* [ASSIGNED TASK] For the entries below, state how many lines contain the string "above". Add nothing else.

**** STORED DATA ****

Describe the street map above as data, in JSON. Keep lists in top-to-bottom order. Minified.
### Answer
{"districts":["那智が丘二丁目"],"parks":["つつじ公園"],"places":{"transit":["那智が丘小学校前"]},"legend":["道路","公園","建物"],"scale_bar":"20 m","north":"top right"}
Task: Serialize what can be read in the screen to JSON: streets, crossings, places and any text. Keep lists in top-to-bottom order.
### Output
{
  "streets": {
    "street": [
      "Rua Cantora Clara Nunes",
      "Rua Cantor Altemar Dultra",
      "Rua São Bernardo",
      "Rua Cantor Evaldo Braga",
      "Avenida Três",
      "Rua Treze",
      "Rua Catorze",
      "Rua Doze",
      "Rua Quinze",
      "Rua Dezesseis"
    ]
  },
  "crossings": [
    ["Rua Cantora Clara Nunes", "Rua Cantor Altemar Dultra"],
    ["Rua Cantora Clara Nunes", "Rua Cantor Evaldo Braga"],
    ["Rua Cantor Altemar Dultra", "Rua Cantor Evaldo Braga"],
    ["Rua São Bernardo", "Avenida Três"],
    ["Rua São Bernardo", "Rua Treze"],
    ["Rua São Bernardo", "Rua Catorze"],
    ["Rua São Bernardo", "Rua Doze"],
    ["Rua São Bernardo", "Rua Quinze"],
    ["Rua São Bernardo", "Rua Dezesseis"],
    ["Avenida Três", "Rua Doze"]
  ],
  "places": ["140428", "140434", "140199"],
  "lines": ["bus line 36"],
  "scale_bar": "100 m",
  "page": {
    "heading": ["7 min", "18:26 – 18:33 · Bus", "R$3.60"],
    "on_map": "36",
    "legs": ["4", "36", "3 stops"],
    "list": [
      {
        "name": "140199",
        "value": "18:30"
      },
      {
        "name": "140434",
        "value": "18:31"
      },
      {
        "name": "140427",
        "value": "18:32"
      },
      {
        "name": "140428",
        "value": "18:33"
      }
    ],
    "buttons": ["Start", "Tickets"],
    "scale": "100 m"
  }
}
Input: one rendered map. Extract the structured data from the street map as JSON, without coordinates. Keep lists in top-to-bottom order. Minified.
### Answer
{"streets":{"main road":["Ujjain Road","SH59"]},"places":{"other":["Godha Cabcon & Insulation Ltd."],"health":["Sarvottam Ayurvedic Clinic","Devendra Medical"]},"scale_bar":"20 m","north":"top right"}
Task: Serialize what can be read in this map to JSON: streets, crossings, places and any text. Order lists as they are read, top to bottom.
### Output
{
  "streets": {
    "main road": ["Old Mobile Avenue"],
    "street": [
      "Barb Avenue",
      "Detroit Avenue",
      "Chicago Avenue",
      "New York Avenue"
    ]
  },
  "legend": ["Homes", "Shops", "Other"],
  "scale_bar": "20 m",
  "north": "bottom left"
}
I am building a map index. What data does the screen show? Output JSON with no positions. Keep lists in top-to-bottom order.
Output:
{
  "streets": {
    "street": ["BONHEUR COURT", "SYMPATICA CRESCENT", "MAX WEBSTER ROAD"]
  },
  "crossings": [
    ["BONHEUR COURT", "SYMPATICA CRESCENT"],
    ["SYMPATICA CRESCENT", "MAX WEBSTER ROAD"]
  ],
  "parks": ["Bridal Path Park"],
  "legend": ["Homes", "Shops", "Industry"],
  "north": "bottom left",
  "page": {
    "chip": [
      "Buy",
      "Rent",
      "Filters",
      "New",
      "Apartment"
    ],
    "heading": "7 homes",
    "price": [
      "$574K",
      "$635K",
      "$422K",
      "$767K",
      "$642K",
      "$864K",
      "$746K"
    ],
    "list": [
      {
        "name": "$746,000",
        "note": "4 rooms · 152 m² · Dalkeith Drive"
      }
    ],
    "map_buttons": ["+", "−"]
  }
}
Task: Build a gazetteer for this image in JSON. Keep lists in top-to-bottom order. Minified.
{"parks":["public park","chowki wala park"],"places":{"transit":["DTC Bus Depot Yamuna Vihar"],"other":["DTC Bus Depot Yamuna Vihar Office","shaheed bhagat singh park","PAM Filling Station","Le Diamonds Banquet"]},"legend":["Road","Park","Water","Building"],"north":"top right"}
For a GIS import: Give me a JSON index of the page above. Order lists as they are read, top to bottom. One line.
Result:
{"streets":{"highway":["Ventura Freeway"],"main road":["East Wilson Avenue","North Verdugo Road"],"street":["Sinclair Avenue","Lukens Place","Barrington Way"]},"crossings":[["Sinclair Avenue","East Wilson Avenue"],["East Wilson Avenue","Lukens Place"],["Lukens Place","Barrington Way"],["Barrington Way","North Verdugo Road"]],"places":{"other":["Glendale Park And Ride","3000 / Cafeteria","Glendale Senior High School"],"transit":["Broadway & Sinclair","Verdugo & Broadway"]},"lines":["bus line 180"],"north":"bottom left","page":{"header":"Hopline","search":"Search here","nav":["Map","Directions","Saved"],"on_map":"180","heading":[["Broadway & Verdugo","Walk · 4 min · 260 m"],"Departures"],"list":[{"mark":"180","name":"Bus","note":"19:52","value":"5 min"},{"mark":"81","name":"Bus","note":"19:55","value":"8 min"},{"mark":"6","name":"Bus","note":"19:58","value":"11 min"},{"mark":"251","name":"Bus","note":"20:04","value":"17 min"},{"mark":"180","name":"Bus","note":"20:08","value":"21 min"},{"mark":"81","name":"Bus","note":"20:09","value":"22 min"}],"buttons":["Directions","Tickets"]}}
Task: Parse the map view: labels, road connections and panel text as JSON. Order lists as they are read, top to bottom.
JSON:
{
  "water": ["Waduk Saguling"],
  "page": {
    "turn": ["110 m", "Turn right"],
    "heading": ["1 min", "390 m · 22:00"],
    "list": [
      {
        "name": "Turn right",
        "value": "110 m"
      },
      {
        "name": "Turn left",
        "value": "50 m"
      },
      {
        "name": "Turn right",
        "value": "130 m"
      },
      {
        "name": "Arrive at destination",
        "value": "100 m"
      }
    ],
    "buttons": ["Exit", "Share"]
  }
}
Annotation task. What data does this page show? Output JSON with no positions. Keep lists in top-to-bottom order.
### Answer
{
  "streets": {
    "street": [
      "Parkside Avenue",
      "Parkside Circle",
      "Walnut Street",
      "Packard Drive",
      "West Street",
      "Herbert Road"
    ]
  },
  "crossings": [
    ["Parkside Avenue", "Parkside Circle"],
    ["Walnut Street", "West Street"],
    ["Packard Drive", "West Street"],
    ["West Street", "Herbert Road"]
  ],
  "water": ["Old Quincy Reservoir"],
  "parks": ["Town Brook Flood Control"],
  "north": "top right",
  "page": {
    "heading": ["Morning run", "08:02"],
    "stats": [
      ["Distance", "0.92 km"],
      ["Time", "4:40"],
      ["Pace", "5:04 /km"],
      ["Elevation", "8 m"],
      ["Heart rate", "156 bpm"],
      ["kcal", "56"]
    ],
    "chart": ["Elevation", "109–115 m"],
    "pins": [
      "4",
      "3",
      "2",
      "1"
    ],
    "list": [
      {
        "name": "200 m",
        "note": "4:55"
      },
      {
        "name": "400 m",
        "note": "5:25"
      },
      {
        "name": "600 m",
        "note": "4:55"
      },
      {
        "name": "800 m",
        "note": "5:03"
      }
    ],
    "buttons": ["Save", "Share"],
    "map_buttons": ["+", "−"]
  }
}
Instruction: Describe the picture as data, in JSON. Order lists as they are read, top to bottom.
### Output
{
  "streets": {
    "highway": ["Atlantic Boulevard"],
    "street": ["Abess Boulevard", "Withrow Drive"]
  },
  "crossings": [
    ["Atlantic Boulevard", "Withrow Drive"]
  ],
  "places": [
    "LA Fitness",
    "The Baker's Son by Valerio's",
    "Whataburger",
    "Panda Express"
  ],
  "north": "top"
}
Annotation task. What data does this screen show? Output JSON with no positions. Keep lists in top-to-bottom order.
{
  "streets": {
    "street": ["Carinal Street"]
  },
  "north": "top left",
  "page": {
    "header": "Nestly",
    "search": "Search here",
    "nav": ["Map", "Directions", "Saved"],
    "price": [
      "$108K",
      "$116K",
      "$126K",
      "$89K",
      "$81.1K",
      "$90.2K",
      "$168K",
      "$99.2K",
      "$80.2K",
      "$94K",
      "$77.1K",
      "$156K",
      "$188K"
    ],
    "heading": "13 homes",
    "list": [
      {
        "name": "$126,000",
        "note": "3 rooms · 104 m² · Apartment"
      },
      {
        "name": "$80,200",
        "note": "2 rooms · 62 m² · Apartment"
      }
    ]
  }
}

****

* [EXPECTED ANSWER] 2